Andrew Neiman is 19 years old and has a dream to fulfill. He is determined to become a renowned drummer, and his stage is one of the most important conservatories in the country. Plagued by his father’s failure as a writer, Andrew is a determined young man who has the will and talent to keep improving. The problem turns out to be his instructor, the renowned Terence Fletcher. Fletcher is famous for his corrosive methods, but at the same time, he is also recognized as training true artists. Logically, Andre begins to have an antagonistic relationship with Fletcher after constant encounters that question his talent and dedication to the instrument.

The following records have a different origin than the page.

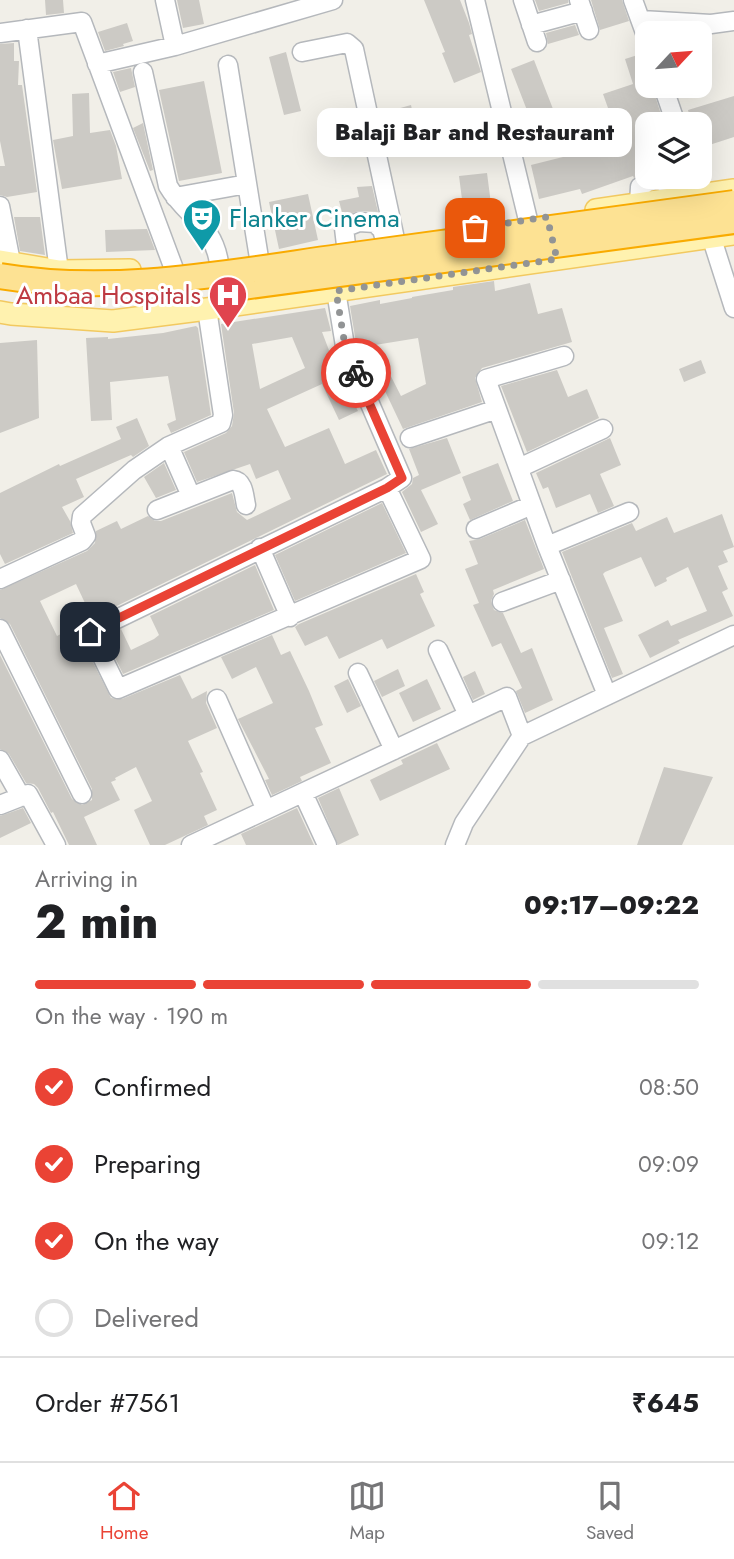 <!DOCTYPE html>
<html lang="en">
<head>
<meta charset="utf-8">
<style>
  body { margin:0; font-family:Jost,sans-serif; background:#f2f2f2; color:#202124; height:100vh; display:flex; flex-direction:column; font-size:26px; white-space:nowrap }
  * { box-sizing:border-box; margin:0 }
  p { font-size:23px; color:#757577 }
  .icon { flex:none; width:38px; height:38px; fill:none; stroke:currentColor; stroke-width:2; stroke-linecap:round; stroke-linejoin:round }
  .map { position:relative; height:845px; overflow:hidden }
  .side { display:flex; flex-direction:column; background:#fff; flex:1 }
  .side>* { flex:none }
  .needle { width:46px; rotate:64deg }
  .buttons { position:absolute; left:635px; top:21px; display:grid; gap:14px }
  .buttons a { display:grid; place-items:center; width:77px; height:77px; border-radius:14px; background:#fff; box-shadow:0 7px 28px #0002; font-size:35px }
  .pin { position:absolute; display:grid; place-items:center; width:60px; height:60px; color:#fff; margin:-30px; border-radius:14px; box-shadow:0 4px 10px #0006 }
  .courier { position:absolute; display:grid; place-items:center; width:70px; height:70px; margin:-35px; border:5px solid #ea4335; border-radius:50%; background:#fff; color:#222; box-shadow:0 2px 9px #0007 }
  .bubble { position:absolute; height:49px; border-radius:14px; background:#fff; box-shadow:0 7px 28px #0002; font-size:23px; font-weight:800; line-height:49px; text-align:center }
  .head em { font-style:normal; font-weight:800 }
  .head div { display:flex; flex-direction:column-reverse }
  .head { display:flex; align-items:center; justify-content:space-between; height:119px; padding:0 35px }
  h1 { font-size:46px; font-weight:800; line-height:52px }
  .bar { display:grid; grid-template-columns:repeat(4,1fr); gap:10px 7px; align-content:center; height:84px; padding:0 35px }
  .bar i { height:9px; border-radius:5px; background:#e0e0e0 }
  .bar .active { background:#ea4335 }
  .bar p { grid-column:span 4 }
  .line { display:flex; align-items:center; gap:18px; padding:0 35px; border-top:2px solid #e0e0e0 }
  .line div { flex:1 }
  ol { padding:0 35px; list-style:none }
  li { display:flex; align-items:center; gap:21px; height:77px }
  li p { margin-inline-start:auto }
  li .icon { padding:7px; border-radius:50%; background:#ea4335; color:#fff; stroke-width:4 }
  li:last-child { color:#757577 }
  li i { width:38px; height:38px; border:4px solid #e0e0e0; border-radius:50% }
  .tabs { display:flex; justify-content:space-around; align-items:center; height:98px; border-top:2px solid #e0e0e0; background:#fff; font-size:19px; color:#757577 }
  .tabs a { display:grid; justify-items:center; gap:4px }
  .tabs .active { color:#ea4335 }
  .map>svg:first-child { display:block }
</style>
</head>
<body>
<div class="map">
<svg width="734" height="845" viewBox="0 0 734 845">
  <rect width="100%" height="100%" fill="#f1efe8"/>
  <path fill="#cccac5" fill-rule="evenodd" d="M 45,0 L 63,0 L 64,13 L 46,15 Z
    M 177,0 L 199,0 L 204,24 L 183,28 Z
    M 424,0 L 460,0 L 469,23 L 472,34 L 469,35 L 481,72 L 454,83 L 442,53 L 445,52 Z
    M 535,0 L 568,0 L 568,3 L 539,11 Z
    M 591,0 L 622,0 L 629,21 L 600,30 Z
    M 127,23 L 133,41 L 123,44 L 124,46 L 105,51 L 98,32 Z
    M 575,25 L 579,35 L 548,44 L 546,33 Z
    M 14,43 L 14,61 L 19,61 L 18,85 L 22,85 L 37,192 L 7,197 L 0,195 L 0,166 L 5,166 L 0,141 L 0,44 Z
    M 286,52 L 301,111 L 284,115 L 269,57 Z
    M 644,53 L 648,65 L 648,86 L 652,86 L 664,124 L 648,124 L 648,129 L 644,131 L 648,141 L 648,171 L 634,178 L 633,176 L 582,194 L 580,189 L 539,199 L 531,165 L 567,156 L 562,141 L 613,122 L 603,94 L 633,84 L 625,59 Z
    M 534,60 L 553,109 L 530,118 L 511,69 Z
    M 131,68 L 135,87 L 120,92 L 113,72 Z
    M 204,81 L 222,173 L 179,181 L 159,90 Z
    M 89,93 L 90,133 L 110,130 L 116,146 L 122,179 L 62,189 L 53,140 L 73,136 L 72,94 Z
    M 734,96 L 734,137 L 700,148 L 700,124 L 692,124 L 688,110 Z
    M 411,105 L 419,144 L 401,148 L 395,124 L 390,125 L 386,112 Z
    M 143,123 L 153,170 L 150,171 L 133,128 Z
    M 487,173 L 491,204 L 463,207 L 459,176 Z
    M 372,186 L 378,212 L 359,211 L 343,216 L 339,201 L 359,197 L 357,187 Z
    M 308,194 L 318,240 L 279,249 L 269,202 Z
    M 14,217 L 40,217 L 45,255 L 20,251 Z
    M 147,229 L 155,250 L 106,252 L 105,230 Z
    M 494,281 L 495,291 L 530,283 L 538,314 L 562,308 L 572,342 L 482,368 L 475,378 L 482,402 L 403,429 L 385,391 L 378,394 L 356,343 L 350,306 L 380,300 L 380,304 L 412,298 L 412,297 L 453,290 L 453,287 ZM 418,338 L 426,384 L 401,396 L 375,345 Z
    M 325,308 L 331,331 L 322,332 L 332,358 L 337,355 L 358,404 L 355,405 L 358,411 L 339,420 L 322,384 L 267,409 L 285,447 L 329,428 L 345,464 L 376,450 L 387,474 L 92,618 L 76,584 L 40,601 L 57,636 L 84,622 L 79,631 L 80,637 L 111,698 L 122,699 L 180,675 L 192,699 L 207,691 L 206,703 L 217,728 L 188,741 L 203,772 L 200,773 L 217,810 L 204,816 L 208,825 L 165,845 L 150,845 L 134,810 L 152,801 L 136,767 L 115,778 L 116,780 L 111,782 L 120,800 L 84,817 L 97,845 L 69,845 L 53,812 L 51,813 L 38,788 L 34,784 L 26,783 L 9,754 L 0,749 L 0,655 L 72,799 L 82,805 L 92,800 L 92,789 L 10,624 L 0,618 L 0,590 L 87,551 L 95,543 L 96,531 L 117,521 L 121,529 L 148,516 L 155,521 L 161,521 L 232,493 L 237,512 L 247,520 L 291,499 L 278,470 L 256,479 L 250,464 L 197,482 L 184,452 L 226,433 L 232,426 L 234,413 L 221,324 ZM 292,337 L 305,368 L 260,389 L 252,344 Z
    M 196,326 L 198,328 L 211,415 L 171,433 L 167,424 L 176,420 L 168,376 L 110,382 L 112,420 L 91,421 L 86,338 L 108,337 L 108,339 L 163,333 Z
    M 37,340 L 39,418 L 0,433 L 0,343 Z
    M 701,360 L 706,373 L 684,382 L 679,369 Z
    M 557,370 L 568,397 L 587,389 L 599,418 L 527,452 L 501,386 Z
    M 137,418 L 149,446 L 133,457 L 131,455 L 76,479 L 84,497 L 62,507 L 70,521 L 73,533 L 5,564 L 0,554 L 0,493 L 59,464 L 60,466 L 121,439 L 116,427 Z
    M 447,438 L 461,473 L 421,490 L 438,524 L 421,532 L 402,492 L 412,484 L 413,478 L 419,475 L 409,449 Z
    M 610,438 L 621,465 L 600,474 L 614,506 L 598,513 L 590,494 L 556,508 L 548,487 L 543,489 L 536,473 Z
    M 164,463 L 176,490 L 156,498 L 144,477 Z
    M 498,463 L 513,501 L 470,520 L 463,504 L 471,500 L 462,477 Z
    M 382,503 L 406,553 L 295,601 L 275,555 Z
    M 722,514 L 734,547 L 723,551 L 728,562 L 718,566 L 728,589 L 722,592 L 733,616 L 678,640 L 680,643 L 650,658 L 638,635 L 668,620 L 671,626 L 707,611 L 688,567 L 666,578 L 667,581 L 655,587 L 641,557 L 605,572 L 603,574 L 623,621 L 604,628 L 623,674 L 612,678 L 562,552 L 632,523 L 636,531 L 667,517 L 674,533 Z
    M 525,520 L 544,569 L 493,590 L 494,594 L 491,601 L 494,610 L 503,613 L 521,653 L 532,648 L 553,700 L 525,713 L 516,691 L 522,688 L 501,643 L 492,647 L 473,605 L 479,603 L 465,569 L 478,564 L 469,541 L 480,539 Z
    M 255,565 L 274,610 L 123,674 L 105,637 L 121,629 L 131,650 L 154,639 L 159,635 L 150,616 Z
    M 416,574 L 424,592 L 420,594 L 435,626 L 387,649 L 382,639 L 339,659 L 327,636 L 305,646 L 295,627 L 299,624 Z
    M 272,635 L 281,655 L 290,651 L 309,691 L 323,725 L 315,728 L 331,763 L 300,777 L 302,781 L 272,795 L 265,780 L 269,779 L 238,719 L 273,703 L 256,667 L 232,679 L 221,657 Z
    M 398,669 L 405,686 L 382,697 L 374,681 Z
    M 475,671 L 485,694 L 473,700 L 463,677 Z
    M 348,679 L 361,706 L 347,713 L 334,686 Z
    M 427,679 L 441,709 L 413,722 L 399,693 Z
    M 437,743 L 450,769 L 380,801 L 370,780 L 403,764 L 401,760 Z
    M 664,767 L 713,777 L 682,845 L 637,845 Z
    M 339,788 L 359,835 L 338,845 L 318,798 Z
    M 23,808 L 31,823 L 0,838 L 0,816 Z
    M 297,808 L 314,845 L 246,845 L 241,834 Z"/>
  <g fill="none" stroke-linecap="round" stroke-linejoin="round">
    <g stroke="#b5b8bc" stroke-width="21">
      <path id="minor" d="M 165,0 L 175,46
        M 475,0 L 528,220
        M 523,0 L 537,42
        M 579,0 L 589,30
        M 633,0 L 648,41
        M 641,20 L 711,24 L 734,21
        M 531,25 L 583,11
        M 27,29 L 59,271
        M 0,33 L 82,22 L 174,269
        M 302,52 L 347,43 L 354,49 L 395,239
        M 97,64 L 175,46 L 333,0
        M 228,65 L 259,258
        M 143,72 L 168,186 C 186,217 213,223 219,263
        M 663,86 L 676,124
        M 693,177 L 699,194
        M 175,197 L 247,184
        M 639,203 L 640,187 L 648,182 L 659,180 L 671,186 L 675,198
        M 0,206 L 11,262
        M 711,236 L 734,308
        M 346,245 L 344,228 L 359,222 L 375,223 L 382,230 L 385,240
        M 336,291 L 345,346 L 402,478 L 387,488 L 421,559 L 118,689 L 90,632 L 387,488
        M 564,356 L 486,379 L 547,546 L 607,695
        M 410,438 L 497,409
        M 169,446 L 191,496
        M 519,468 L 603,429
        M 157,510 L 233,480 C 244,481 244,496 246,505
        M 476,529 L 532,505
        M 547,546 L 629,512
        M 260,548 L 290,617
        M 0,579 L 82,541 L 86,536 L 81,523 L 82,516 L 134,470 L 169,446 L 221,423 L 223,415 L 207,309
        M 502,602 L 561,580
        M 0,629 L 82,794
        M 438,650 L 468,715
        M 358,673 L 394,750
        M 217,699 L 266,810
        M 0,760 L 21,797
        M 303,793 L 327,845
        M 0,805 L 28,794 L 56,845
        M 191,845 L 507,697 L 522,736
        M 455,845 L 464,823 L 522,736 L 734,635"/>
    </g>
    <g stroke="#f2c960" stroke-width="24">
      <path id="major" d="M 596,210 L 734,190
        M 0,261 L 59,271 L 130,270
        M 0,312 L 11,314 L 113,321 L 207,309 L 734,234"/>
    </g>
    <use href="#minor" stroke="#fff" stroke-width="18"/>
    <use href="#major" stroke="#fff2af" stroke-width="21"/>
    <g stroke="#f9ab00" stroke-width="28" stroke-linecap="butt">
      <path id="highway-bridge" d="M 0,276 C 113,295 226,273 339,257 C 470,239 602,221 734,203
        M 228,289 L 734,221"/>
    </g>
    <use href="#highway-bridge" stroke="#fde293" stroke-width="24"/>
  </g>
  <g fill="none" stroke-linecap="round" stroke-linejoin="round">
    <path stroke="#929495" stroke-width="7" stroke-dasharray="0 12.6" d="M 356,373 L 345,346 L 336,291 L 557,259 L 547,217 L 475,228"/>
    <path stroke="#ea4335" stroke-width="9" d="M 90,632 L 387,488 L 402,478 L 356,373"/>
  </g>
  <defs>
    <g id="theatre-pin" transform="scale(2.0125)"><path d="M0 17L-7.5 6A9.5 9.5 0 1 1 7.5 6Z" fill="#0f9aa8" stroke="#fff"/><path d="M-5-5.5Q0-4 5-5.5V0Q5 5 0 6Q-5 5-5 0ZM-3.3-2.5H-1v1.5H-3.3ZM1-2.5H3.3v1.5H1ZM-2.8 1Q0 5.5 2.8 1Z" fill="#fff"/></g>
    <g id="hospital-pin" transform="scale(2.0125)"><path d="M0 17L-7.5 6A9.5 9.5 0 1 1 7.5 6Z" fill="#e0444e" stroke="#fff"/><path d="M-5-5h3v3.5h4V-5h3V5h-3V1.5h-4V5h-3Z" fill="#fff"/></g>
  </defs>
  <g fill-rule="evenodd">
    <use href="#theatre-pin" x="202" y="218"/>
    <use href="#hospital-pin" x="228" y="295"/>
  </g>
  <g text-anchor="middle" stroke-width="6" stroke-linejoin="round" paint-order="stroke">
    <g font-size="26" fill="#0d838f" stroke="#fff" text-anchor="start">
      <text x="229" y="227">Flanker Cinema</text>
    </g>
    <g font-size="26" fill="#be3a42" stroke="#fff" text-anchor="end">
      <text x="201" y="304">Ambaa Hospitals</text>
    </g>
  </g>
</svg>
<div class="buttons">
<a><svg class="needle" viewBox="-14 -14 28 28"><path d="M0-13l5 13h-10z" fill="#e53935"/><path d="M0 13l5-13h-10z" fill="#757577"/></svg></a>
<a><svg class="icon" aria-label="layers" viewBox="0 0 24 24"><path d="M12 4l9 5-9 5-9-5zM3 14l9 5 9-5"/></svg></a>
</div>
<div class="pin" style="left:475px;top:228px;background:#ea580c"><svg class="icon" aria-label="bag" viewBox="0 0 24 24"><path d="M5 8h14l-1 12H6zM9 8a3 3 0 0 1 6 0"/></svg></div>
<div class="pin" style="left:90px;top:632px;background:#1f2937"><svg class="icon" aria-label="home" viewBox="0 0 24 24"><path d="M3 11l9-7 9 7M6 9v11h12V9"/></svg></div>
<div class="courier" style="left:356px;top:373px"><svg class="icon" aria-label="bike" viewBox="0 0 24 24"><circle cx="6" cy="16" r="4"/><circle cx="18" cy="16" r="4"/><path d="M6 16l4-8h5l3 8M10 8l3 8H6M13 5h3"/></svg></div>
<div class="bubble" style="left:317px;top:108px;width:315px">Balaji Bar and Restaurant</div>
</div>
<section class="side">
<div class="head"><div><h1>2 min</h1><p>Arriving in</p></div><em>09:17–09:22</em></div>
<div class="bar"><i class="active"></i><i class="active"></i><i class="active"></i><i></i><p>On the way · 190 m</p></div>
<ol>
<li><svg class="icon" aria-label="check" viewBox="0 0 24 24"><path d="M5 12l5 5 9-10"/></svg>Confirmed<p>08:50</p></li>
<li><svg class="icon" aria-label="check" viewBox="0 0 24 24"><path d="M5 12l5 5 9-10"/></svg>Preparing<p>09:09</p></li>
<li><svg class="icon" aria-label="check" viewBox="0 0 24 24"><path d="M5 12l5 5 9-10"/></svg>On the way<p>09:12</p></li>
<li><i></i>Delivered</li>
</ol>
<div class="line" style="height:91px"><div>Order #7561</div><b>₹645</b></div>
</section>
<nav class="tabs">
<a class="active"><svg class="icon" aria-label="home" viewBox="0 0 24 24"><path d="M3 11l9-7 9 7M6 9v11h12V9"/></svg>Home</a>
<a><svg class="icon" aria-label="map" viewBox="0 0 24 24"><path d="M3 6l6-2 6 2 6-2v14l-6 2-6-2-6 2zM9 4v14M15 6v14"/></svg>Map</a>
<a><svg class="icon" aria-label="saved" viewBox="0 0 24 24"><path d="M7 4h10v16l-5-4-5 4z"/></svg>Saved</a>
</nav>
</body>
</html>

I’m Thinking of Ending Things

Im Thinking of Ending Things

Charlie Kaufman’s film reflects on how culture shapes our concerns as it slices through toxic masculinity and fantasies refuse to be manipulated. A nightmare turned mind maze that quickly became one of those rare movies that are too crazy to believe, but grip us from the very first frame.

A Monster Calls

A Monster Calls

J.A. Bayona made a name for himself in Hollywood with this fantastic (and tear-jerking) story about a boy who begins to receive visits from a giant monster (voiced by Liam Neeson) while dealing with his mother’s cancer, the absence of his father and the school bullying.

Wonder

Wonder

August Pullman (Jacob Tremblay) is a boy born with facial malformations that, until now, have prevented him from going to school. Auggie becomes the unlikeliest of heroes when he enters the fifth grade at the local school, with the support of his parents (Julia Roberts and Owen Wilson). His compassion and acceptance of his new companions and the rest of the community will be tested, but Auggie’s extraordinary journey will unite them all and prove that you can’t disguise yourself when you’re born to do something great.

Okja

Okja

In ‘Okja’, one of Bong Joon-ho’s best films, Mija (Ahn Seo-Hyun) is a girl who does everything on her part to prevent a multinational from kidnapping her best friend Okja, a gigantic animal . During her adventure, she will discover scourges such as experimentation with genetically modified foods, eco-terrorism or the human obsession with image and brands, traveling an arid path towards maturity.

The Impossible

The Impossible

Thailand, December 2004. Maria (Naomi Watts), Henry (Ewan McGregor) and their three children suffer the terrible consequences of the tsunami that devastated several countries along the Indian Ocean. From that moment on, Maria and her eldest son, Lucas (Tom Holland), will fight to preserve their lives and be reunited with the rest of the family.